Who’s Afraid of Socialism?
Walking in Davis Square two days before the election, I saw a rather dour-looking young man seated on a high pedestal holding a handwritten sign that read “No on Socialism.” Heading on by him, I looked at the back of his sign. It said, “Is Obama an American?”
Socialism has clearly returned to the agenda of popular debate, from campaign rhetoric to comedy shows. It comes disguised – not for the first time – as an ogre. Once we take note of who is presenting it that way, however, we may get the message that socialism could have something going for it.
So far as Obama is concerned, the point was well put by Colin Powell, in response to another label flung with hostile intent.
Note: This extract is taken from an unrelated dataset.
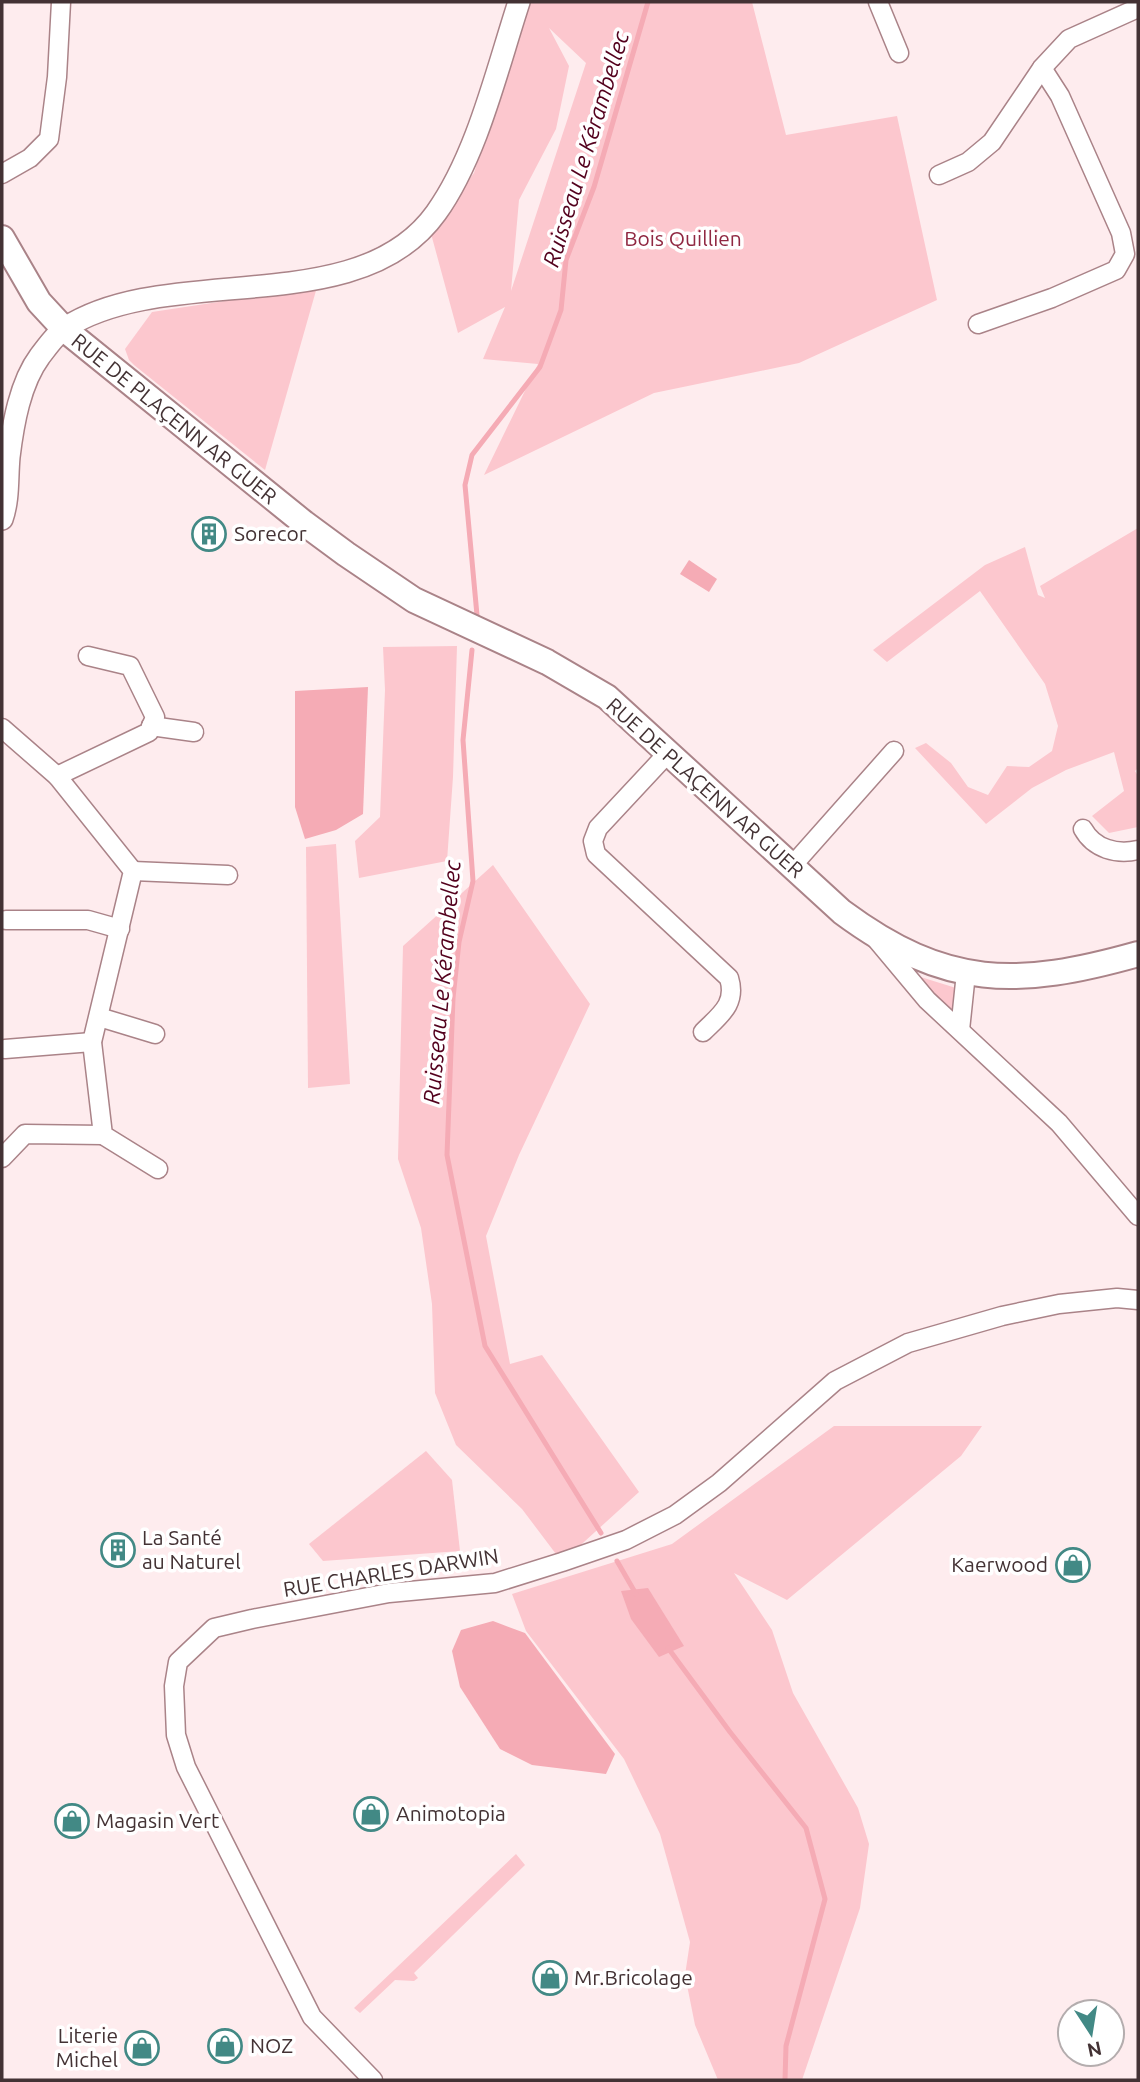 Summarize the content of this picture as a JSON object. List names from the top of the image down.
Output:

Responding to the widely diffused assertion that Obama is a Muslim, Powell said: “The correct answer is, he’s not a Muslim, he’s a Christian. But the really right answer is, what if he is?”
Well, the correct answer is that Obama is not a socialist, but what if he were? Of course, that would have disqualified him in the eyes of the Democratic Party’s corporate underwriters, but why should it disqualify him to represent popular demands?
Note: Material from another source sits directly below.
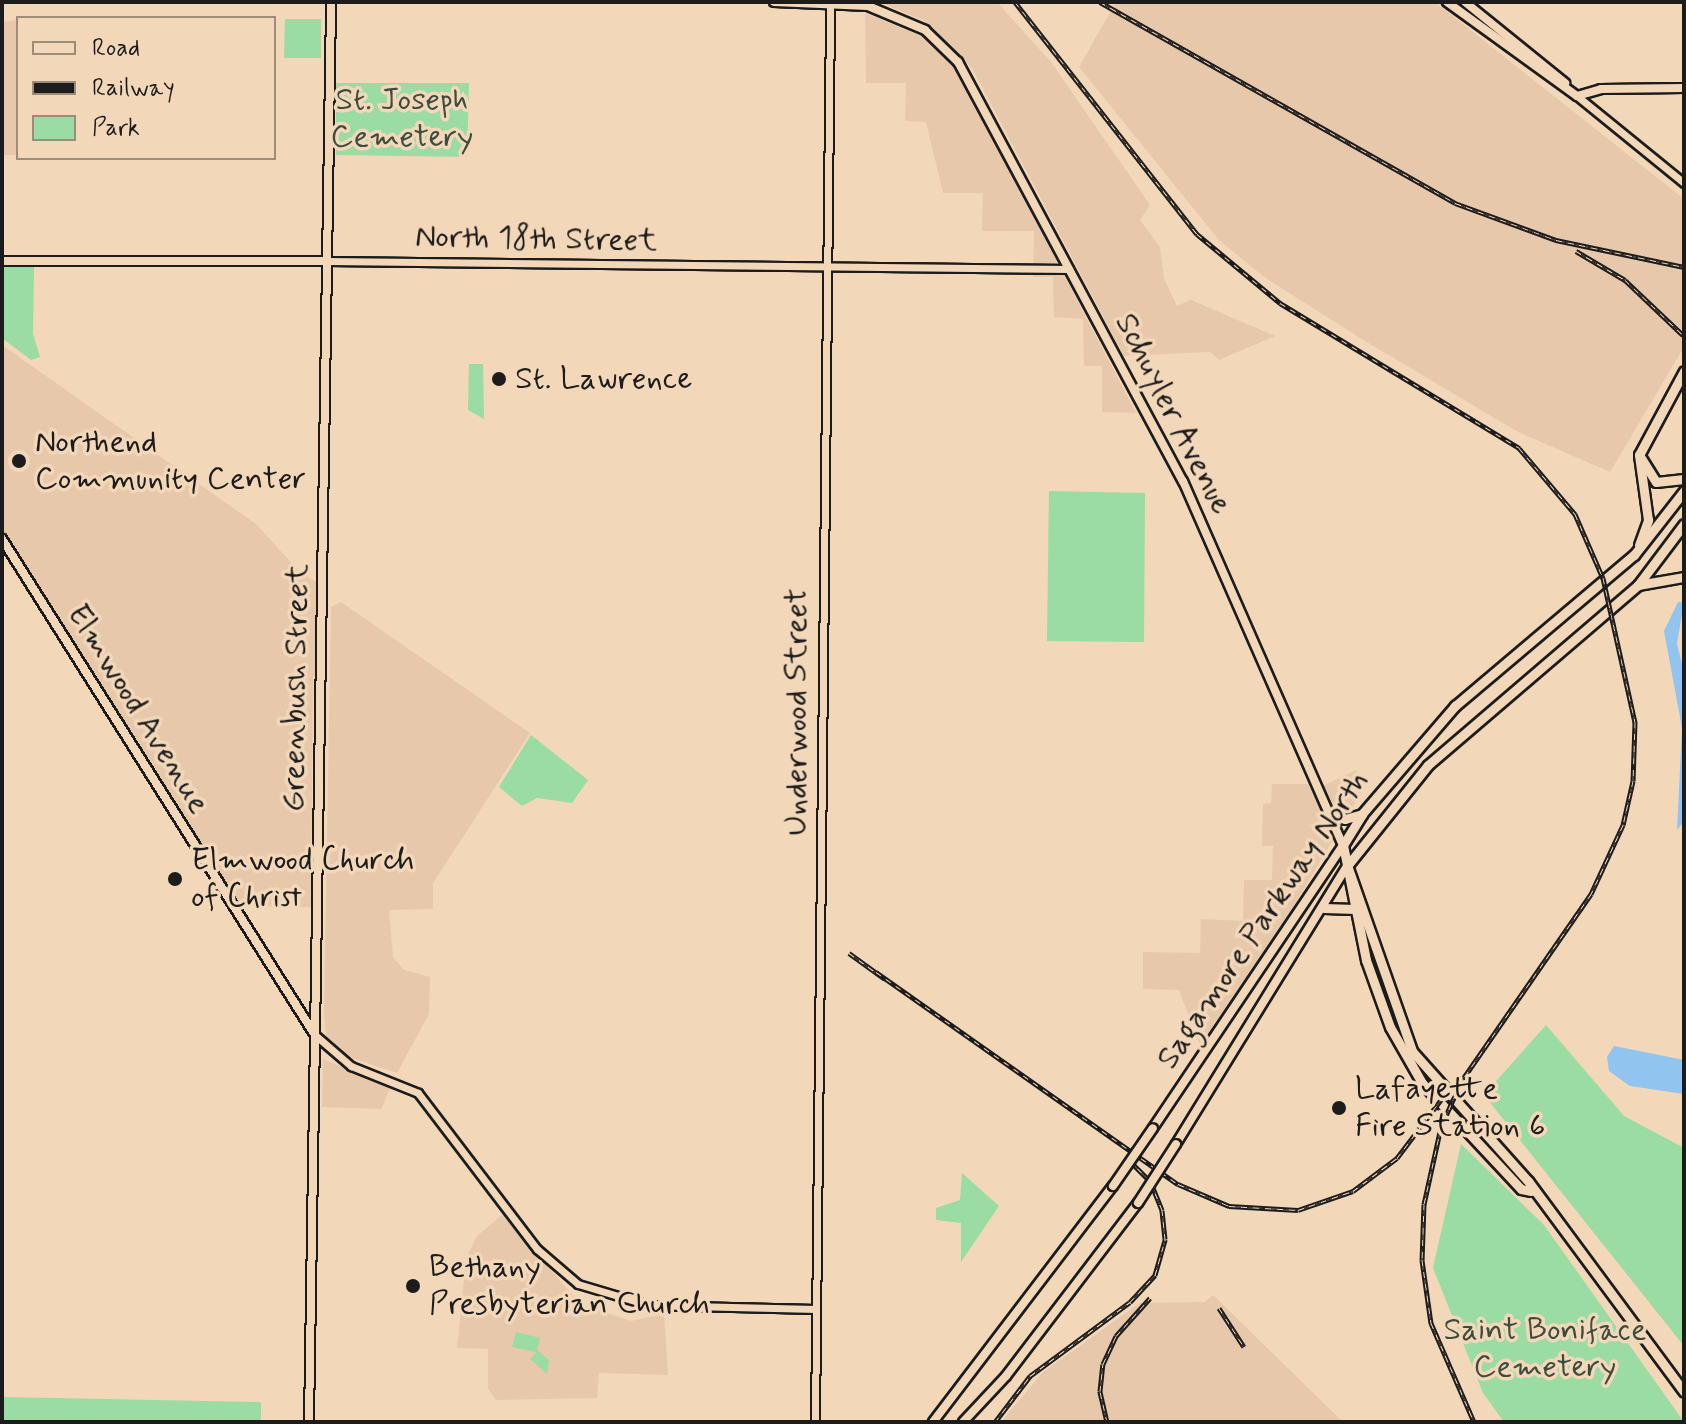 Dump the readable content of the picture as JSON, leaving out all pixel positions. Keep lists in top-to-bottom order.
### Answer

It’s important to remember historically why socialism became a popular aspiration. It was because of the failure of capitalism to respond to the needs of the majority. The majority under capitalism, which is working-class (as Michael Zweig showed for the US in his important book The Working Class Majority: America’s Best Kept Secret), suffers chronically from economic insecurity and inadequate services.
Capitalism’s incompatibility with majority interests has been reaffirmed by the current economic crisis. Earlier, the most severe effects of capitalism had been offset, within the US, by the progressive reforms of the 1930s. But capital’s political power was less restrained in this country than it was in the other rich countries. Flush with military might and bolstered by a mass right-wing culture of arrogant self-righteousness, US capital launched a withering counterattack against the New Deal legacy, culminating in an almost three-decade orgy of anti-welfare legislation, imperialist aggression, privatization, and deregulation.
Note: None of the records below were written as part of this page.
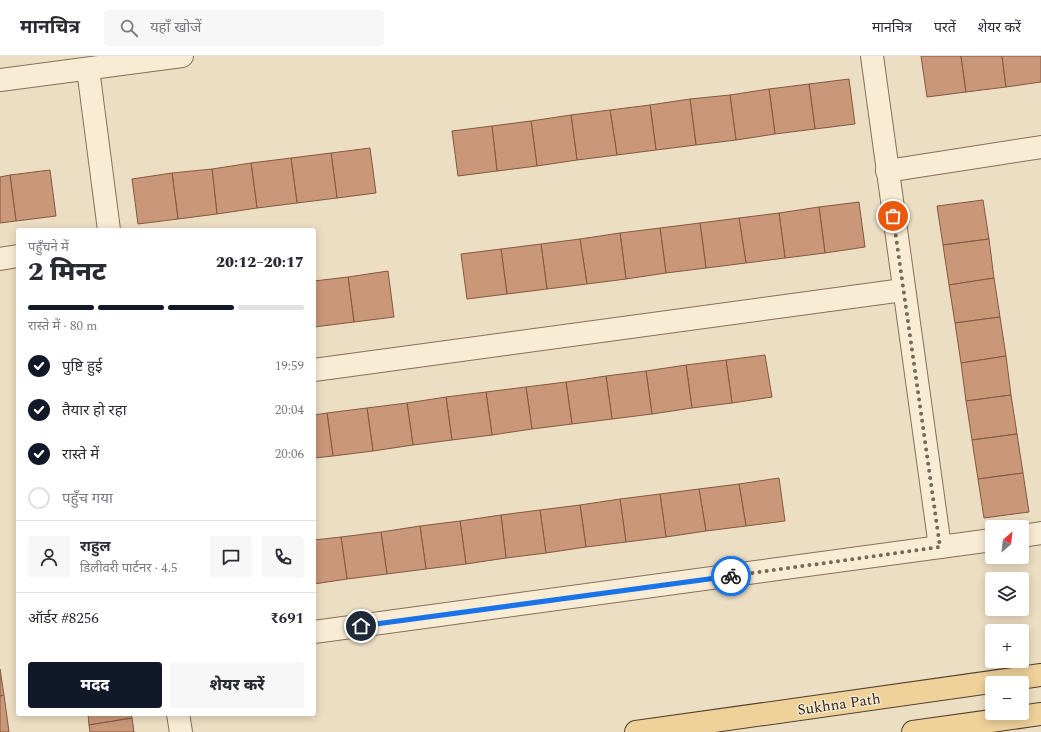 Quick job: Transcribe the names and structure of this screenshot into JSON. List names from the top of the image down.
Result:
{
  "streets": {
    "main road": ["Sukhna Path"]
  },
  "north": "top right",
  "page": {
    "header": "मानचित्र",
    "search": "यहाँ खोजें",
    "nav": ["मानचित्र", "परतें", "शेयर करें"],
    "heading": ["2 मिनट", "पहुँचने में", "20:12–20:17"],
    "panel": [
      "राहुल",
      "डिलीवरी पार्टनर · 4.5",
      "ऑर्डर #8256",
      "₹691"
    ],
    "bar": "रास्ते में · 80 m",
    "list": [
      ["पुष्टि हुई", "19:59"],
      ["तैयार हो रहा", "20:04"],
      ["रास्ते में", "20:06"],
      "पहुँच गया"
    ],
    "map_buttons": ["+", "−"],
    "buttons": ["मदद", "शेयर करें"]
  }
} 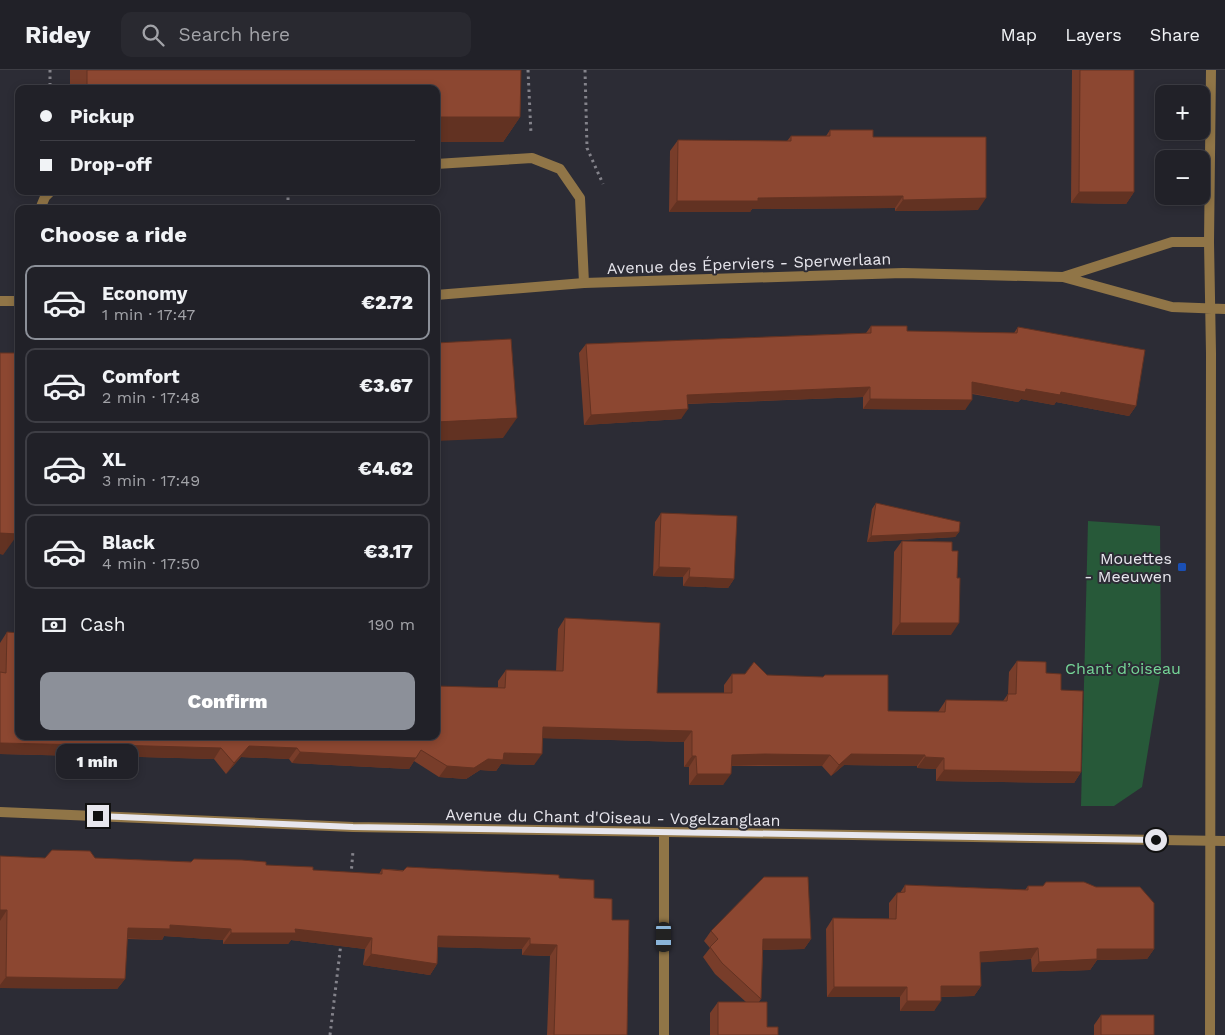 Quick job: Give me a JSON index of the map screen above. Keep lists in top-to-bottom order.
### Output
{
  "streets": {
    "street": ["Avenue des Éperviers - Sperwerlaan", "Avenue du Chant d'Oiseau - Vogelzanglaan"]
  },
  "parks": ["Chant d’oiseau"],
  "places": {
    "transit": ["Mouettes - Meeuwen"]
  },
  "page": {
    "header": "Ridey",
    "search": "Search here",
    "nav": ["Map", "Layers", "Share"],
    "map_buttons": ["+", "−"],
    "banner": ["Pickup", "Drop-off"],
    "heading": "Choose a ride",
    "list": [
      {
        "name": "Economy",
        "note": "1 min · 17:47",
        "value": "€2.72"
      },
      {
        "name": "Comfort",
        "note": "2 min · 17:48",
        "value": "€3.67"
      },
      {
        "name": "XL",
        "note": "3 min · 17:49",
        "value": "€4.62"
      },
      {
        "name": "Black",
        "note": "4 min · 17:50",
        "value": "€3.17"
      }
    ],
    "pay": ["Cash", "190 m"],
    "buttons": "Confirm",
    "bubble": "1 min"
  }
}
The underlying economic philosophy was embodied by Alan Greenspan, whose tenure as Federal Reserve chairman (1987-2006) spanned the Reagan, Bush I, Clinton, and Bush II presidencies. Treated as some kind of oracle for those nineteen years, Greenspan could only express “shock,” last month, when forced to acknowledge, at a congressional hearing, that his “view of the world was not working.”
What we now have an opportunity to think about is how a set of assumptions which was so universally accepted at the highest levels – and, by extension, throughout the mass media – could have been so drastically wrong.
The answer, as explained in a lively recent lecture by Marxist economist Rick Wolff (video athttp://tinyurl.com/3pthrx), has to do with the failure of free-market ideology to recognize that unrestrained profit-maximization, with its assault on working-class well-being, results in concentrating an enormous surplus of private wealth which can find no useful outlet and which consequently gets drawn into an unbroken succession of speculative schemes. Underlying this “financialization” is the fact that the working class, having been prevented from keeping up, is driven deeper and deeper into debt. Home mortgage rates mount higher and higher; the resulting risks in turn become the objects of speculative investment, and a multi-layered structure of financial instruments becomes ever further removed from any real creation of value.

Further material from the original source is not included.